(Stored data entries)

---

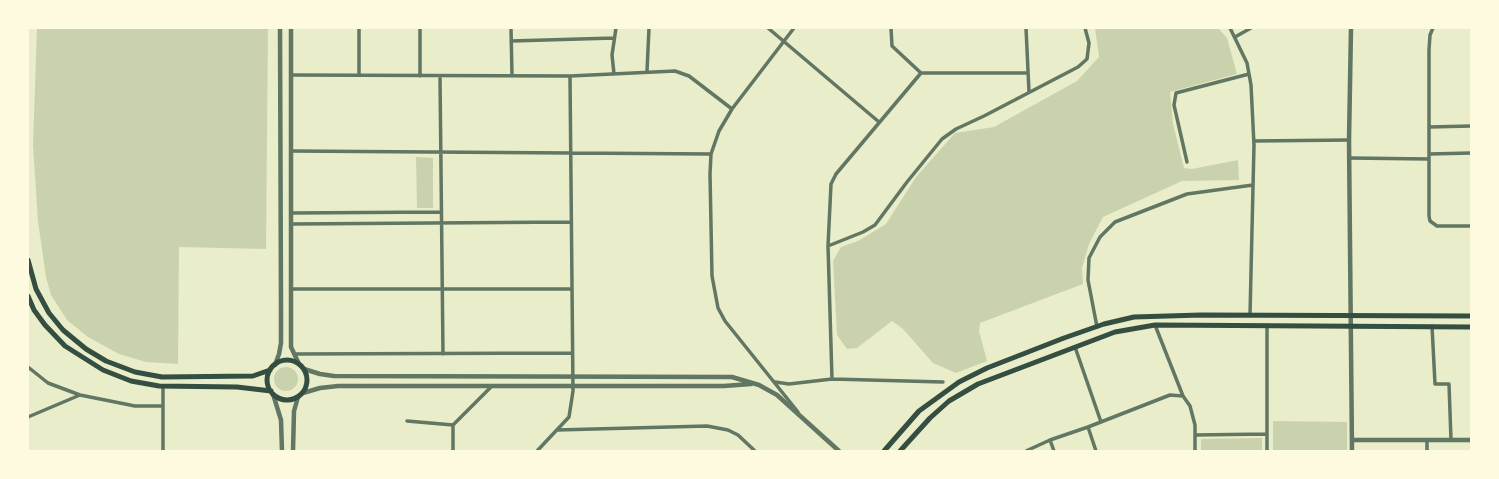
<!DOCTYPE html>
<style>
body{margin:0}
#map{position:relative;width:1499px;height:479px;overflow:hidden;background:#e9edc9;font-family:Helvetica,sans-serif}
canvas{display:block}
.frame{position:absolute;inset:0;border:29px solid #fefae0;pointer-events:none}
</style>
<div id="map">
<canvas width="1499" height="479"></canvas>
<div class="frame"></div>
</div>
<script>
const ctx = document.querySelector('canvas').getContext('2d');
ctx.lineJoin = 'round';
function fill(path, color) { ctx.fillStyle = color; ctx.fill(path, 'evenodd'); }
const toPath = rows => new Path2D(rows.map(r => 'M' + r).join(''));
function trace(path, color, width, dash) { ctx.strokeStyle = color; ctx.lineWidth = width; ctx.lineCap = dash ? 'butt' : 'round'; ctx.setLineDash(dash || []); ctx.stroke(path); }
fill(toPath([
 [37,28,268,28,266,249,179,247,178,364,146,362,119,354,88,337,67,320,51,295,46,277,38,221,33,145],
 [1095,28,1218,28,1227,38,1237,74,1170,92,1173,124,1184,168,1192,169,1238,160,1239,180,1182,181,1103,217,1089,244,1082,268,1083,284,980,323,979,331,987,361,956,373,933,363,903,329,892,321,857,348,847,349,837,335,833,261,841,247,858,241,886,224,916,177,955,133,994,127,1077,81,1099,57],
 [416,157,433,158,433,208,417,208],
 '274 379a12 12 0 1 1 24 0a12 12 0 1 1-24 0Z',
 [1273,421,1347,422,1347,451,1273,451],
 [1262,438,1262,451,1201,451,1201,439]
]), '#cad2ad');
trace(toPath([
 [511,28,512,76],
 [768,28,879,122],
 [794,28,732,109,719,131,711,154,710,174,712,276,718,308,725,321,798,412],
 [891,28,892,46,921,73],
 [1026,28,1029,92],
 [1230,28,1247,63,1251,85,1254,145,1250,315],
 [1433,28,1430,35,1429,50,1429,216,1430,221,1437,226,1471,226],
 [1235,37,1251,28],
 [511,41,614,38],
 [647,71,649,28],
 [921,73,1028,73],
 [614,74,612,55,616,28],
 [291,75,570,76,675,71,689,76,732,109],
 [359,75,359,28],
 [420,76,420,28],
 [440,76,443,354],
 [1429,127,1471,126],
 [1254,141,1349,140],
 [291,151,711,154],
 [1429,154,1471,153],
 [1349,158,1429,159],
 [1187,162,1174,105,1176,93,1249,74],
 [291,213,441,212],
 [291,224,571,222],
 [828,246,863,232,875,225,907,182,942,139,956,129,984,116,1078,67,1087,59,1089,43,1085,28],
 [291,289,572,289],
 [1155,325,1183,396],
 [1432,326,1435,384,1449,384,1451,440],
 [1097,327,1088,280,1089,258,1100,237,1115,222,1187,194,1253,185],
 [1075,347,1101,422],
 [294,354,572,353],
 [28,367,48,383,80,395,135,406,163,406],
 [832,379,828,246,831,184,836,174,921,73],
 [775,382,789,384,832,379,943,382],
 [163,387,163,451],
 [28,417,80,395],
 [407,421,453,425,492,386],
 [453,425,453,451],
 [1088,427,1170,395,1183,396,1190,406,1195,425,1195,451],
 [557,430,707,426,728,430,738,435,755,451],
 [1195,435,1267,434],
 [1050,440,1054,451],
 [1427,440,1427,451],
 [537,451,569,417,573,391,570,76],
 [1026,451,1050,440,1088,427,1096,451],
 [1267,451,1267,325]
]), '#617663', 3.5);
trace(toPath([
 [291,28,291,347,299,364],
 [1351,28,1349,140,1352,451],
 [275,365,279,354,281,343,281,308,280,28],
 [304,369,320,374,334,376,732,377,759,385,777,395,839,451],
 [303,393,320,388,338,386,724,386,751,384],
 [273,394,281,420,282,451],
 [1352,440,1471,440],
 [293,451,294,411,298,397]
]), '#617663', 4.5);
trace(toPath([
 [28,260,36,289,49,313,63,330,86,349,106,361,135,372,162,377,253,376,270,370],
 [28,296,34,310,45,325,65,346,103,370,131,381,159,386,237,387,271,391],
 '267 380a20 20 0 1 1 40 0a20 20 0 1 1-40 0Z',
 [884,451,919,411,959,382,987,368,1064,338,1104,324,1134,317,1201,315,1471,316],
 [900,451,930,418,949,401,978,384,1115,332,1155,325,1471,327]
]), '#344e41', 5);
</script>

---

■ Exercise directions: Whenever a line above has the word "canvas" in it, copy that line.

■ Answer space:
canvas{display:block}
<canvas width="1499" height="479"></canvas>
const ctx = document.querySelector('canvas').getContext('2d');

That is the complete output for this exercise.